IPFS emerged from dataset versioning, package management, and distribution concerns. There are huge gaping holes in this space because large datasets are very unwieldy and defy most systems that make small files easy to version, package, and distribute. IPFS was designed with this kind of problem in mind and has the primitives in place to solve many of these problems. There are many things missing: (a) most importantly, a toolchain for version history management that works with these large graphs (most of what git does). (b) Better deduplication and representation techniques. (c) Virtual filesystem support -- to plug under existing architectures. (d) Ways to easily wrap existing data layouts (filestore) -- to plug on top existing architectures. (e) An unrelenting focus on extremely high performance. (f) primitives to retrieve and query relevant pieces of versioned datasets (IPLD Selectors and Queries). --- But luckily, all of these things can be added incrementally to enhance the tooling and win over more user segments.

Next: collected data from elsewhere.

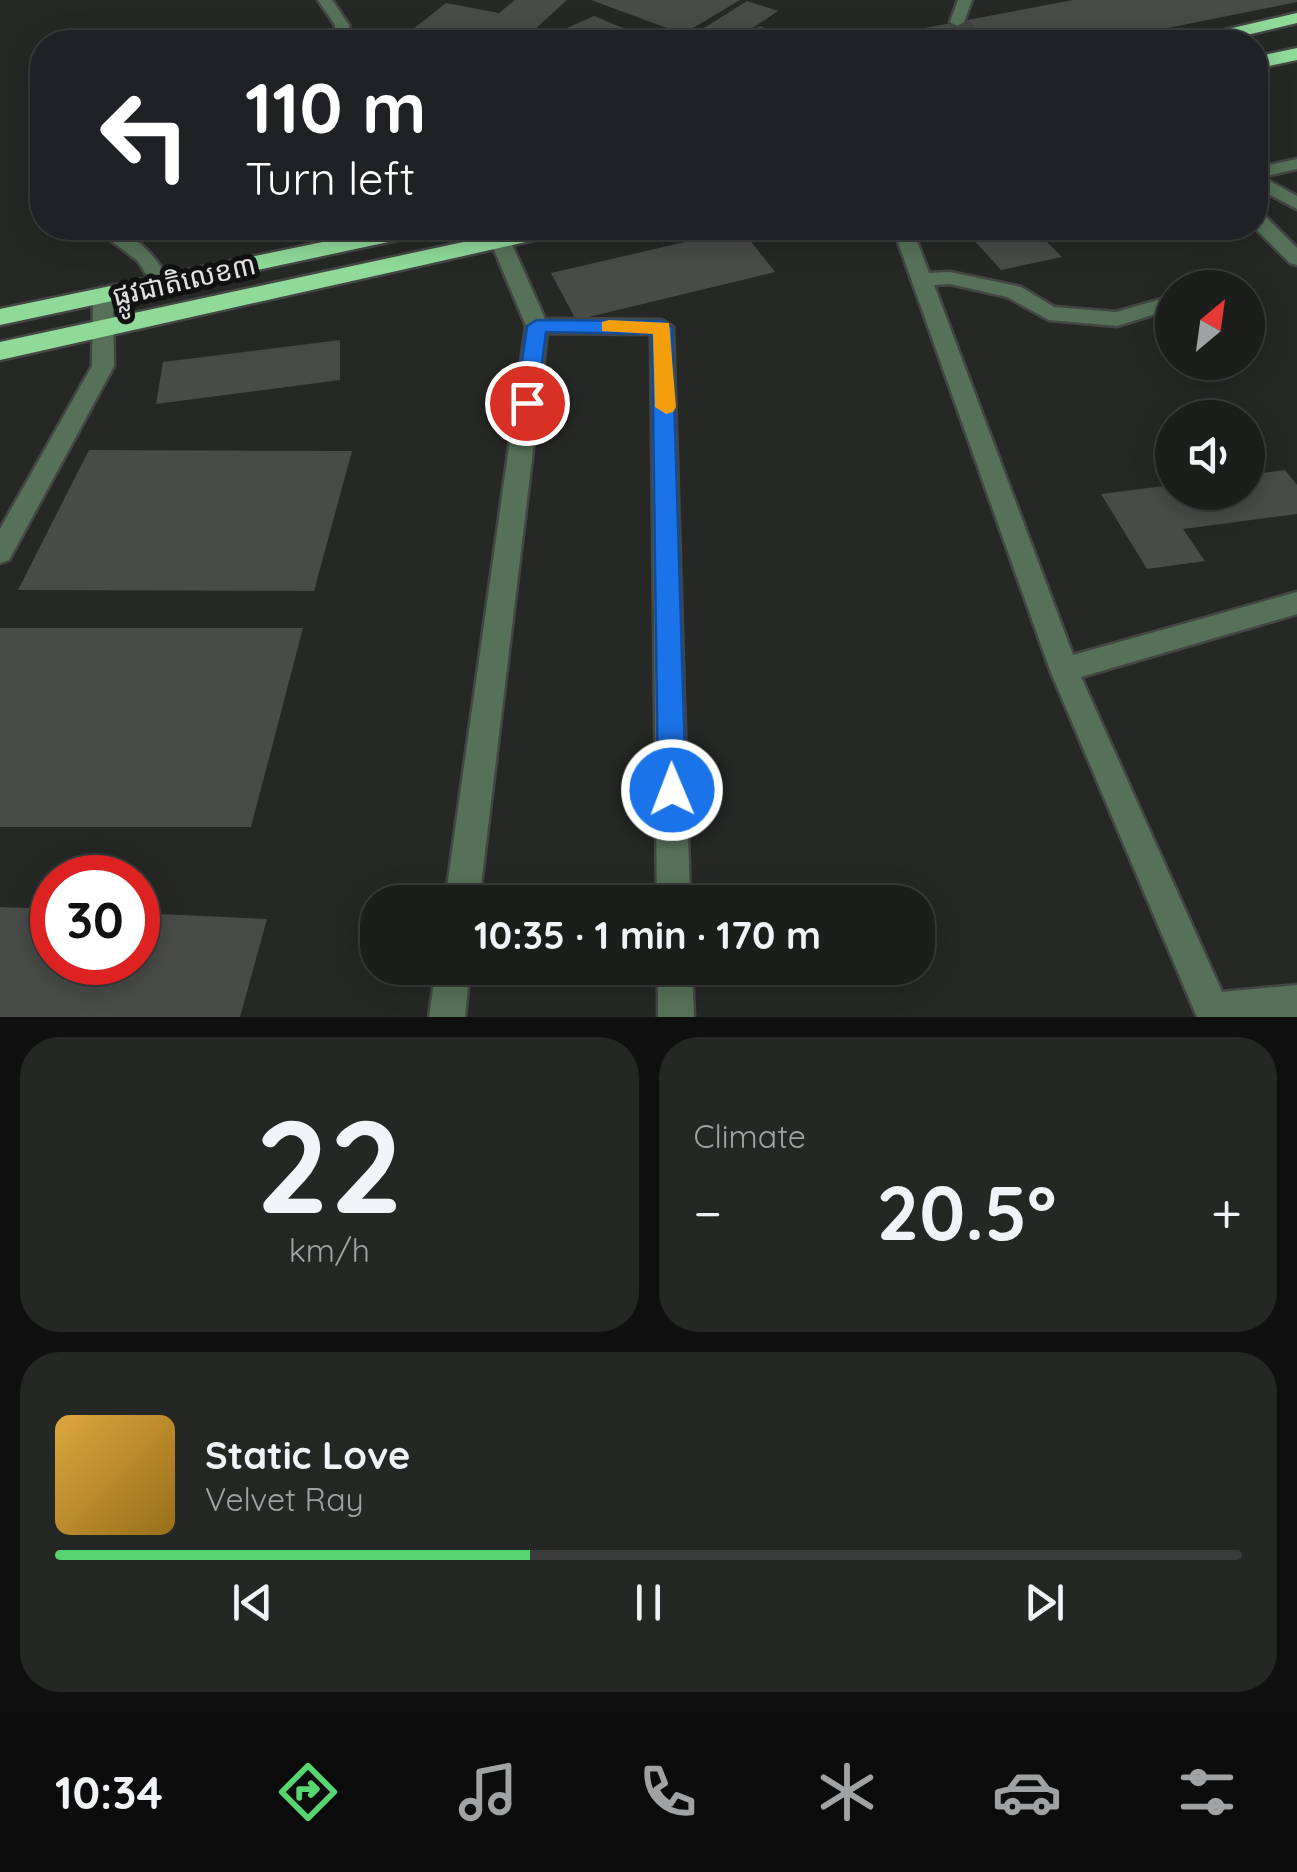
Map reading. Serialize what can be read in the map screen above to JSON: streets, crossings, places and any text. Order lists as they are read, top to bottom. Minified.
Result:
{"streets":{"highway":["ផ្លូវជាតិលេខ៣"]},"north":"top right","page":{"turn":["110 m","Turn left"],"limit":"30","trip":"10:35 · 1 min · 170 m","tile":[["22","km/h"],"Climate"],"heat":["−","20.5°","+"],"song":["Static Love","Velvet Ray"],"tabs":"10:34"}}
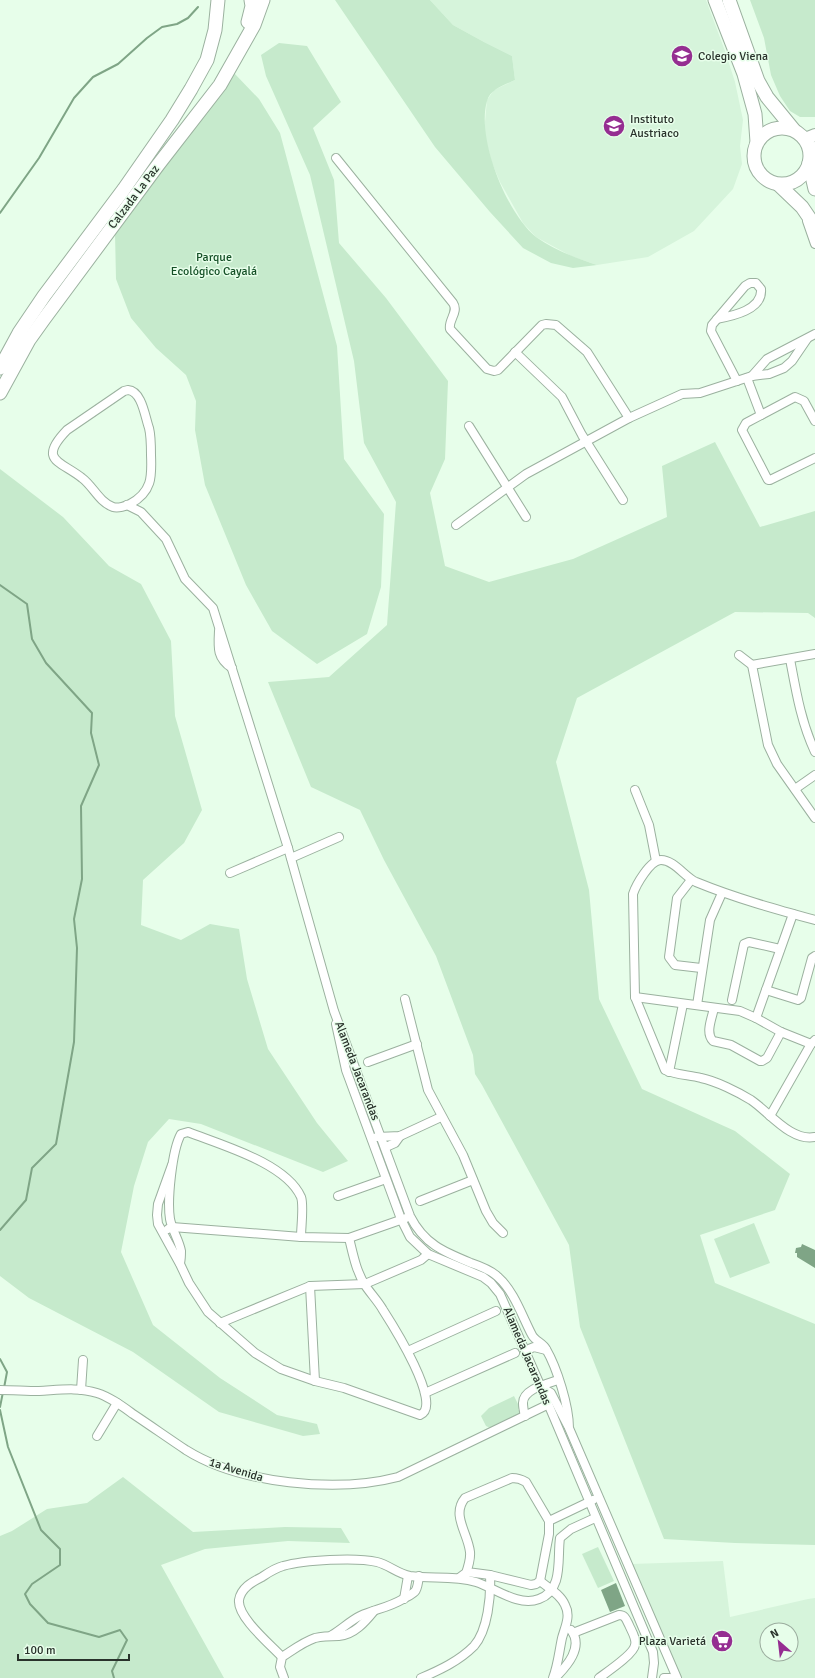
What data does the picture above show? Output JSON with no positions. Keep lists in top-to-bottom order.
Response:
{
  "streets": {
    "main road": ["Calzada La Paz"],
    "street": ["Alameda Jacarandas", "1a Avenida"]
  },
  "crossings": [
    ["Alameda Jacarandas", "1a Avenida"]
  ],
  "parks": ["Parque Ecológico Cayalá"],
  "places": {
    "school or university": ["Colegio Viena", "Instituto Austriaco"],
    "supermarket": ["Plaza Varietá"]
  },
  "scale_bar": "100 m",
  "north": "top left"
}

๐ Interplanetary DevOps (D4 E2 I2)
Versioning, packaging, distribution, and loading of Programs, Containers, OSes, VMs, defaults to IPFS.
IPFS is great for versioning, deduping, packaging, distributing assets, through a variety of mediums. IPFS can revolutionize computing infrastructure systems. It has the potential to become the default way for datacenter and server infrastructure users to set up their infrastructure. This can happen at several different layers. (a) In the simplest sense, IPFS can help distribute programs to servers, by sitting within the OS, and plugging in as the downloading mechanism (replace wget, rsync, etc.). (b) IPFS can also distribute containers -- it can sit alongside docker, kubernetes, and similar systems to help version, dedup, and distribute containerized services. (c) IPFS can also distribute OSes themselves, by plugging in at the OS package manager level, and by distributing OS installation media. (d) IPFS can also version, dedup, and distribute VMs, first by sitting alongside host OSes and hypervisors moving around VM snapshots, and then by modeling VMs themselves on top of IPFS/IPLD. --- To get there, we will need to solve many of the same problems as package managers, and more. We will need the IPLD importers to model and version the media super-effectively.
๐ The World's Knowledge becomes accessible through the DWeb (D5 E2 I5)
Humanity deserves equal access to the Knowledge. Platforms such as Wikipedia, Coursera, Edx, Khan Academy and others need to be available independently of Location and Connectivity. The content of this services need to exist everywhere. These replicas should be part of the whole world's dataset and not disjoint dataset. Anyone should be able to access these through the protocol, without having to deploy new services per area.
๐ WebOS (D5 E2 I3)
The Web Platform and the OS'es merge.
The rift between the web and the OS is finally healed. The OS and local programs and WebApps merge. They are not just indistinguishable, they are the same thing. "Installing" becomes pinning applications to the local computer. "Saving" things locally is also just pinning. The browser and the OS are no longer distinguishable. The entire OS data itself is modelled on top of IPLD, and the internal FileSystem is IPFS (or something on top, like unixfs). The OS and programs can manipulate IPLD data structures natively. The entire state of the OS itself can be represented and stored as IPLD. The OS can be frozen or snapshotted, and then resumed. A computer boots from the same OS hash, drastically reducing attack surface.